**Brief:** The answer should contain only the lines from the beginning of the entries through the line that holds "inset:0; background:#d7c39a; transform-origin:0", given again exactly, with no pictures.

(Records from a collection)

>>>>

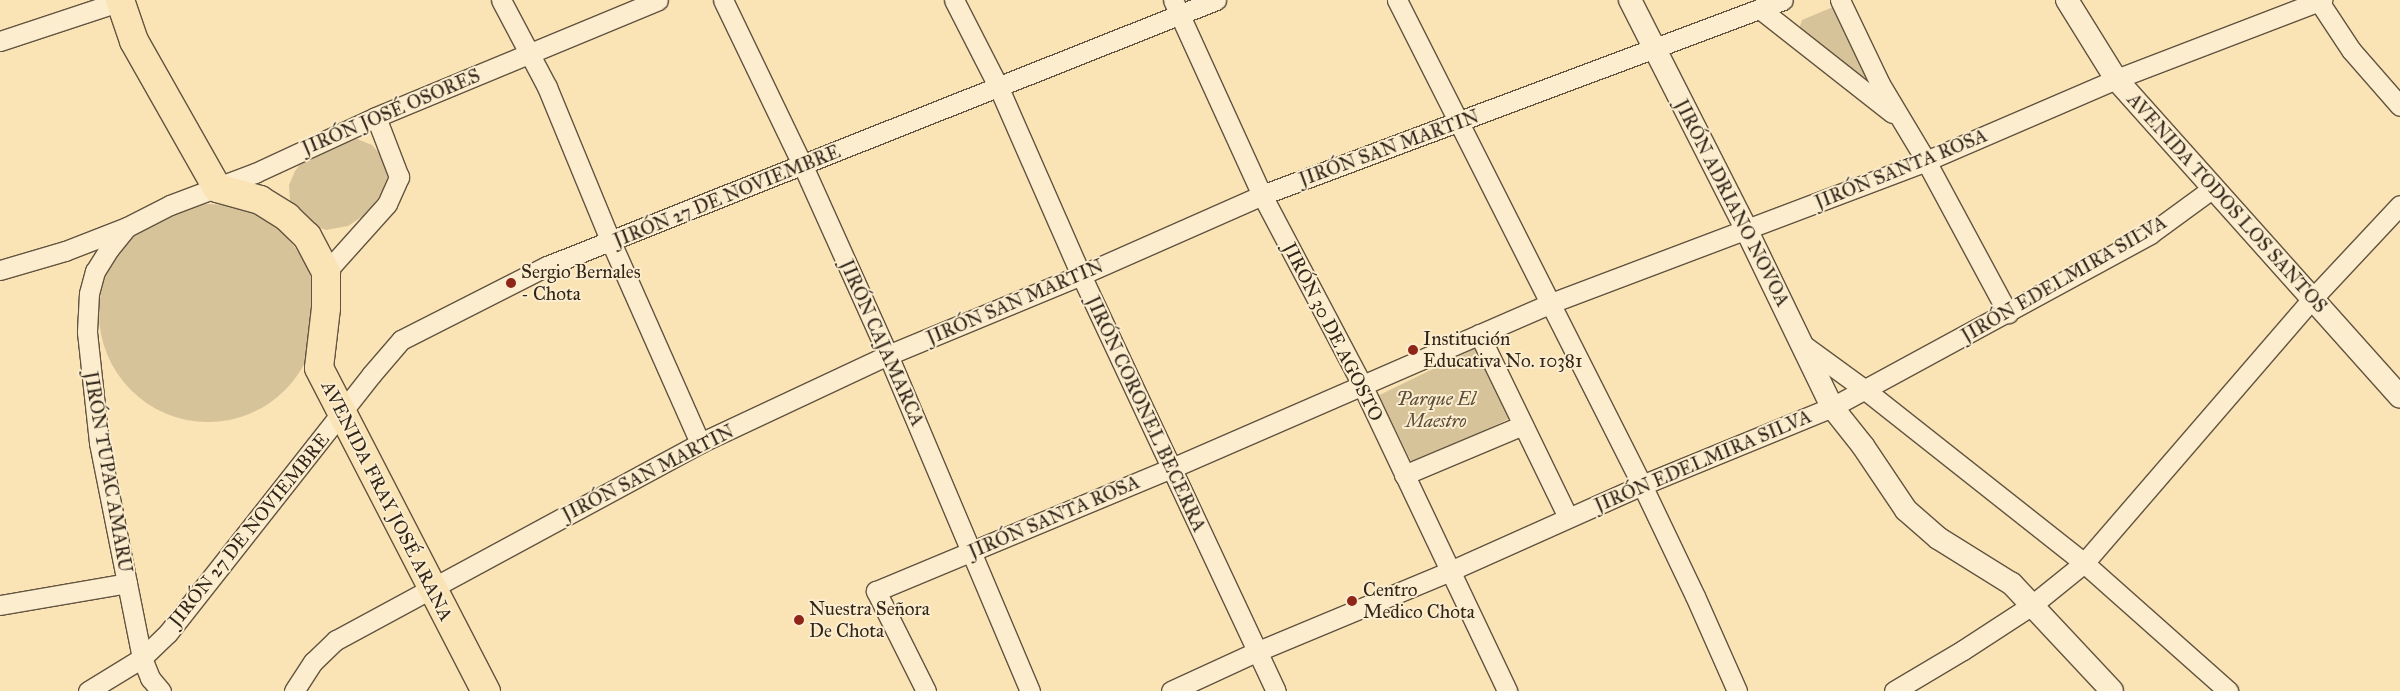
<!DOCTYPE html>
<html>
<head>
<meta charset="utf-8">
<style>
  body { margin:0 }
  #map { position:relative; width:2400px; height:691px; overflow:hidden; background:#fae3b5; font-family:"IM FELL Great Primer",serif }
  div>[style] { position:absolute }
  .green>* { inset:0; background:#d7c39a; transform-origin:0 0 }
  .round { border-radius:50% }
  .roads { filter:drop-shadow(1px 0 #625440) drop-shadow(-1px 0 #625440) drop-shadow(0 1px #625440) drop-shadow(0 -1px #625440) }
  .minor>* { height:19px; margin:-9.5px; padding:0 9.5px; transform-origin:9.5px; border-radius:9.5px; background:#fcedcf }
  .tertiary>* { height:22px; margin:-11px; padding:0 11px; transform-origin:11px; border-radius:11px; background:#fcedcf }
  .primary>* { height:28px; margin:-14px; padding:0 14px; transform-origin:14px; border-radius:14px; background:#fae3b5 }
  .dots>* { width:14px; height:14px; translate:-50% -50%; box-sizing:border-box; border:2px solid #fcedcf; border-radius:50% }
  span { translate:-50% -50%; white-space:nowrap; text-align:center; line-height:1.15; -webkit-text-stroke:4px #fcedcf; paint-order:stroke }
  .street-label { font-size:19px; color:#2f2519 }
  .poi-label { font-size:19px; color:#2f2519 }
  .left { translate:0 -50%; text-align:left }
  .park-label { font-size:19px; color:#594c39; font-style:italic }
</style>
</head>
<body>
<div id="map">
  <div class="green">
    <div style="clip-path:polygon(1833px 7px,1870px 75px,1858px 80px,1799px 29px,1802px 20px)"></div>
    <div style="clip-path:polygon(357px 139px,372px 145px,384px 159px,388px 175px,382px 193px,366px 214px,348px 226px,326px 230px,309px 224px,296px 213px,290px 200px,289px 185px,295px 171px,306px 157px,342px 140px)"></div>
    <div class="round" style="left:99px;top:204px;width:218px;height:218px"></div>
    <div style="left:1476px;top:348px;width:78px;height:108px;rotate:64deg"></div>
  </div>
  <div class="roads">
    <div class="minor">
      <div style="left:501px;top:0;width:98px;rotate:62.1deg"></div>
      <div style="left:547px;top:87px;width:168px;rotate:67.6deg"></div>
      <div style="left:611px;top:242px;width:220px;rotate:66.1deg"></div>
      <div style="left:723px;top:0;width:184px;rotate:64.3deg"></div>
      <div style="left:803px;top:166px;width:207px;rotate:65.8deg"></div>
      <div style="left:888px;top:355px;width:365px;rotate:67.1deg"></div>
      <div style="left:954px;top:0;width:97px;rotate:62.9deg"></div>
      <div style="left:998px;top:86px;width:206px;rotate:66.3deg"></div>
      <div style="left:1081px;top:275px;width:459px;rotate:64.9deg"></div>
      <div style="left:1173px;top:0;width:214px;rotate:65.5deg"></div>
      <div style="left:1262px;top:195px;width:215px;rotate:62.2deg"></div>
      <div style="left:1362px;top:385px;width:339px;rotate:64.6deg"></div>
      <div style="left:1397px;top:0;width:543px;rotate:63.2deg"></div>
      <div style="left:1642px;top:485px;width:123px;rotate:64.5deg"></div>
      <div style="left:1695px;top:596px;width:104px;rotate:66.1deg"></div>
      <div style="left:1840px;top:0;width:93px;rotate:64.5deg"></div>
      <div style="left:1880px;top:84px;width:90px;rotate:59.1deg"></div>
      <div style="left:1926px;top:161px;width:173px;rotate:61.7deg"></div>
      <div style="left:2318px;top:0;width:60px;rotate:56.6deg"></div>
      <div style="left:2351px;top:50px;width:74px;rotate:48.8deg"></div>
      <div style="left:1760px;top:9px;width:168px;rotate:38.2deg"></div>
      <div style="left:0;top:41px;width:131px;rotate:-18.3deg"></div>
      <div style="left:126px;top:228px;width:27px;rotate:129deg"></div>
      <div style="left:109px;top:249px;width:26px;rotate:122deg"></div>
      <div style="left:95px;top:271px;width:23px;rotate:105deg"></div>
      <div style="left:89px;top:293px;width:39px;rotate:93deg"></div>
      <div style="left:87px;top:332px;width:112px;rotate:83.8deg"></div>
      <div style="left:99px;top:443px;width:219px;rotate:78.7deg"></div>
      <div style="left:142px;top:658px;width:22px;rotate:68deg"></div>
      <div style="left:150px;top:678px;width:17px;rotate:50deg"></div>
      <div style="left:0;top:270px;width:68px;rotate:-16.3deg"></div>
      <div style="left:65px;top:251px;width:66px;rotate:-21.2deg"></div>
      <div style="left:127px;top:227px;width:48px;rotate:-27.1deg"></div>
      <div style="left:170px;top:205px;width:91px;rotate:-20.6deg"></div>
      <div style="left:255px;top:173px;width:133px;rotate:-24.8deg"></div>
      <div style="left:376px;top:117px;width:305px;rotate:-22.5deg"></div>
      <div style="left:326px;top:272px;width:91px;rotate:-48.1deg"></div>
      <div style="left:387px;top:204px;width:30px;rotate:-66deg"></div>
      <div style="left:399px;top:177px;width:64px;rotate:-111deg"></div>
      <div style="left:1479px;top:334px;width:203px;rotate:64.1deg"></div>
      <div style="left:1802px;top:344px;width:77px;rotate:36deg"></div>
      <div style="left:1864px;top:389px;width:280px;rotate:38.3deg"></div>
      <div style="left:2084px;top:563px;width:193px;rotate:41.6deg"></div>
      <div style="left:1404px;top:475px;width:129px;rotate:-22.8deg"></div>
      <div style="left:0;top:605px;width:129px;rotate:-9.8deg"></div>
      <div style="left:88px;top:691px;width:63px;rotate:-31.4deg"></div>
      <div style="left:142px;top:658px;width:36px;rotate:-44deg"></div>
      <div style="left:168px;top:633px;width:328px;rotate:-51.8deg"></div>
      <div style="left:371px;top:375px;width:46px;rotate:-49.4deg"></div>
      <div style="left:401px;top:340px;width:164px;rotate:-26.9deg"></div>
      <div style="left:547px;top:266px;width:720px;rotate:-21.68deg"></div>
      <div style="left:294px;top:691px;width:35px;rotate:-57deg"></div>
      <div style="left:313px;top:662px;width:32px;rotate:-44deg"></div>
      <div style="left:336px;top:640px;width:414px;rotate:-28.4deg"></div>
      <div style="left:700px;top:443px;width:208px;rotate:-25.1deg"></div>
      <div style="left:888px;top:355px;width:209px;rotate:-22.5deg"></div>
      <div style="left:1081px;top:275px;width:198px;rotate:-23.8deg"></div>
      <div style="left:1262px;top:195px;width:556px;rotate:-20.52deg"></div>
      <div style="left:926px;top:691px;width:112px;rotate:-116.6deg"></div>
      <div style="left:876px;top:591px;width:321px;rotate:-22.6deg"></div>
      <div style="left:1172px;top:468px;width:413px;rotate:-23.5deg"></div>
      <div style="left:1551px;top:303px;width:401px;rotate:-20.7deg"></div>
      <div style="left:1926px;top:161px;width:207px;rotate:-23.3deg"></div>
      <div style="left:2116px;top:79px;width:221px;rotate:-21deg"></div>
      <div style="left:1171px;top:691px;width:96px;rotate:-24.7deg"></div>
      <div style="left:1258px;top:651px;width:208px;rotate:-22.6deg"></div>
      <div style="left:1450px;top:571px;width:210px;rotate:-24.1deg"></div>
      <div style="left:1642px;top:485px;width:205px;rotate:-22.3deg"></div>
      <div style="left:1832px;top:407px;width:362px;rotate:-28.5deg"></div>
      <div style="left:2150px;top:234px;width:78px;rotate:-36.1deg"></div>
      <div style="left:1894px;top:691px;width:80px;rotate:-30.7deg"></div>
      <div style="left:1963px;top:650px;width:82px;rotate:-33.1deg"></div>
      <div style="left:2032px;top:605px;width:67px;rotate:-38.9deg"></div>
      <div style="left:2084px;top:563px;width:350px;rotate:-49.2deg"></div>
      <div style="left:2313px;top:298px;width:127px;rotate:-46.9deg"></div>
    </div>
    <div class="tertiary">
      <div style="left:1630px;top:0;width:257px;rotate:63.1deg"></div>
      <div style="left:1746px;top:229px;width:198px;rotate:64.2deg"></div>
      <div style="left:1832px;top:407px;width:50px;rotate:51.5deg"></div>
      <div style="left:1863px;top:446px;width:77px;rotate:56.1deg"></div>
      <div style="left:1906px;top:510px;width:43px;rotate:41.2deg"></div>
      <div style="left:1938px;top:538px;width:87px;rotate:31.9deg"></div>
      <div style="left:2012px;top:584px;width:146px;rotate:46.9deg"></div>
      <div style="left:2067px;top:0;width:93px;rotate:58.2deg"></div>
      <div style="left:2116px;top:79px;width:426px;rotate:48.2deg"></div>
    </div>
    <div class="primary">
      <div style="left:120px;top:0;width:43px;rotate:71.1deg"></div>
      <div style="left:134px;top:41px;width:169px;rotate:60.5deg"></div>
      <div style="left:217px;top:188px;width:45px;rotate:15.6deg"></div>
      <div style="left:260px;top:200px;width:32px;rotate:32deg"></div>
      <div style="left:287px;top:217px;width:28px;rotate:44deg"></div>
      <div style="left:307px;top:236px;width:41px;rotate:62.2deg"></div>
      <div style="left:326px;top:272px;width:36px;rotate:90deg"></div>
      <div style="left:326px;top:308px;width:60px;rotate:96.7deg"></div>
      <div style="left:319px;top:368px;width:364px;rotate:62.7deg"></div>
    </div>
  </div>
  <div class="dots">
    <div style="left:511px;top:283px;background:#8f2418"></div>
    <div style="left:1413px;top:350px;background:#8f2418"></div>
    <div style="left:1352px;top:601px;background:#8f2418"></div>
    <div style="left:799px;top:620px;background:#8f2418"></div>
  </div>
  <div class="street-label">
    <span style="left:391px;top:112px;rotate:-23deg">JIRÓN JOSÉ OSORES</span>
    <span style="left:1389px;top:148px;rotate:-20deg">JIRÓN SAN MARTIN</span>
    <span style="left:1901px;top:169px;rotate:-22deg">JIRÓN SANTA ROSA</span>
    <span style="left:727px;top:196px;rotate:-22deg">JIRÓN 27 DE NOVIEMBRE</span>
    <span style="left:1732px;top:203px;rotate:63deg">JIRÓN ADRIANO NOVOA</span>
    <span style="left:2227px;top:203px;rotate:48deg">AVENIDA TODOS LOS SANTOS</span>
    <span style="left:2064px;top:279px;rotate:-30deg">JIRÓN EDELMIRA SILVA</span>
    <span style="left:1015px;top:302px;rotate:-23deg">JIRÓN SAN MARTIN</span>
    <span style="left:1333px;top:332px;rotate:63deg">JIRÓN 30 DE AGOSTO</span>
    <span style="left:882px;top:343px;rotate:66deg">JIRÓN CAJAMARCA</span>
    <span style="left:1146px;top:414px;rotate:65deg">JIRÓN CORONEL BECERRA</span>
    <span style="left:1703px;top:461px;rotate:-23deg">JIRÓN EDELMIRA SILVA</span>
    <span style="left:108px;top:472px;rotate:80deg">JIRÓN TUPAC AMARU</span>
    <span style="left:648px;top:473px;rotate:-27deg">JIRÓN SAN MARTIN</span>
    <span style="left:387px;top:501px;rotate:63deg">AVENIDA FRAY JOSÉ ARANA</span>
    <span style="left:1054px;top:517px;rotate:-23deg">JIRÓN SANTA ROSA</span>
    <span style="left:249px;top:530px;rotate:-51deg">JIRÓN 27 DE NOVIEMBRE</span>
  </div>
  <div class="poi-label">
    <span class="left" style="left:521px;top:283px">Sergio Bernales<br>- Chota</span>
    <span class="left" style="left:1423px;top:350px">Institución<br>Educativa No. 10381</span>
    <span class="left" style="left:1363px;top:601px">Centro<br>Medico Chota</span>
    <span class="left" style="left:809px;top:620px">Nuestra Señora<br>De Chota</span>
  </div>
  <div class="park-label">
    <span style="left:1436px;top:410px">Parque El<br>Maestro</span>
  </div>
</div>
</body>
</html>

<<<<

**Exercise solution:**
<!DOCTYPE html>
<html>
<head>
<meta charset="utf-8">
<style>
  body { margin:0 }
  #map { position:relative; width:2400px; height:691px; overflow:hidden; background:#fae3b5; font-family:"IM FELL Great Primer",serif }
  div>[style] { position:absolute }
  .green>* { inset:0; background:#d7c39a; transform-origin:0 0 }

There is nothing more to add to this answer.